An example of one type of system which has been proposed is described in U.S. Pat. No. 6,067,474 by Advanced Bionics Corporation and Alfred E. Mann Foundation for Scientific Research. This system attempts to provide all system components implanted in the subject and includes a microphone placed in the ear canal which communicates with a conventionally positioned receiver unit via a conventional RF link. There is further described a battery unit which can be integrated with the receiver unit or separate therefrom. Such a system provides further complications as it requires surgical implantation of a number of components and hence complicates the surgical procedure. The system also maintains the need for a RF link during normal operation between implanted components, which increases overall power requirements of the system, and thus often rapidly drains the internal battery supply.
Another proposed device is described in International Patent Application No. WO 01/39830 to EPIC Biosonics Inc. This system also employs a microphone positioned in the ear canal and an extendible lead connecting the microphone to the implanted stimulator. This proposed system therefore inherits many of the drawbacks of the system mentioned above.

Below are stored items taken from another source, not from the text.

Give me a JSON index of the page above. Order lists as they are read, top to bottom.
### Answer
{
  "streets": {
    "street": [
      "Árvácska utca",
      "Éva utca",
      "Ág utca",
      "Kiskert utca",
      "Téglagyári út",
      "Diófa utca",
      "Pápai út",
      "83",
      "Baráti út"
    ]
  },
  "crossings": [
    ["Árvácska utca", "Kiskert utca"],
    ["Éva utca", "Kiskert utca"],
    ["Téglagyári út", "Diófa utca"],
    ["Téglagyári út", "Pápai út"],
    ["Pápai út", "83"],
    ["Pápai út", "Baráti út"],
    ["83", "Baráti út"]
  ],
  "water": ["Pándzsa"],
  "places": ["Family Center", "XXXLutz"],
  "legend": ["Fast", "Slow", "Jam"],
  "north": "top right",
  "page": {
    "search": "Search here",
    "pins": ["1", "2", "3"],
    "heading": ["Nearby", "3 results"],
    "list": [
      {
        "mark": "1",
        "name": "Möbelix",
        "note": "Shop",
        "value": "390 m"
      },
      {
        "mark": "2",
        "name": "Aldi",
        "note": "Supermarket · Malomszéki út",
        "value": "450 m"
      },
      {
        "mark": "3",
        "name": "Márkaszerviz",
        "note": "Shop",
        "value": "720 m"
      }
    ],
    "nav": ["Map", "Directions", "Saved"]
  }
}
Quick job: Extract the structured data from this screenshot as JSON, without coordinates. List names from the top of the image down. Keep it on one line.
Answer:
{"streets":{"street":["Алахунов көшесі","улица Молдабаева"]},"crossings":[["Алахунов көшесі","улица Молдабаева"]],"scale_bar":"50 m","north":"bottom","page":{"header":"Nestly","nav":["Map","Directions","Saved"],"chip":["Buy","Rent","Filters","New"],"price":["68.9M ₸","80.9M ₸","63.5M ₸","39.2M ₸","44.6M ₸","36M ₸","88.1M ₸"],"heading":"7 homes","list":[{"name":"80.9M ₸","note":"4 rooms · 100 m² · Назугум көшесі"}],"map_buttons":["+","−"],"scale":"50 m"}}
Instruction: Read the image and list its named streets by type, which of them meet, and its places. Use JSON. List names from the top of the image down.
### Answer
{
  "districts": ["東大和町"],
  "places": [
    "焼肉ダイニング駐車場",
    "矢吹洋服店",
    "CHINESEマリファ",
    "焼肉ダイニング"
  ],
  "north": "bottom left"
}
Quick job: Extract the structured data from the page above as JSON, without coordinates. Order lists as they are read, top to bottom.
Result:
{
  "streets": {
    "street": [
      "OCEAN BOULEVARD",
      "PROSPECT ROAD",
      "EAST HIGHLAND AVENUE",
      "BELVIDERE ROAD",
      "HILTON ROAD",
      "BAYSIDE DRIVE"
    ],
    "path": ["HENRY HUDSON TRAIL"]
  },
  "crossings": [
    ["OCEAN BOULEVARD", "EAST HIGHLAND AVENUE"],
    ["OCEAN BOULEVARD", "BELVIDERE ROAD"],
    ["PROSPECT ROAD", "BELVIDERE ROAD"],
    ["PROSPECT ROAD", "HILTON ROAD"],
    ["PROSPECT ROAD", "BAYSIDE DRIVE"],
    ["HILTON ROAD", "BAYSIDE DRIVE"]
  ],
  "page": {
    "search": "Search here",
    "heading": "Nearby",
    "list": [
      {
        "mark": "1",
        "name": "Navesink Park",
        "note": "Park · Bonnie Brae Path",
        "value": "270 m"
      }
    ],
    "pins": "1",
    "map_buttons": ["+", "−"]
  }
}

Also, both of these proposed implants rely on the use of a microphone. Microphones do not provide sound quality on par with that of sound measured as it is naturally amplified by the pinna and ear canal, or as it is sensed by the ossicular chain. Also, all of the above-mentioned implants would require full explantation if any component needed updating or replacement.
With the above background in mind, there is a need to provide a totally implanted cochlear implant that does not require external componentry to operate at least for a specific period of time. Preferably, the implant will use sound input as received by the ossicular chain, whether that chain is intact or not, rather than relying on a microphone. Also preferably, the implant will allow some components, namely the processor, to be easily replaced without requiring full explantation.
Any discussion of documents, acts, materials, devices, articles or the like which has been included in the present specification is solely for the purpose of providing a context for the present invention. It is not to be taken as an admission that any or all of these matters form part of the prior art or were common general knowledge in the field relevant to the present invention as it existed before the priority date of each claim of this application.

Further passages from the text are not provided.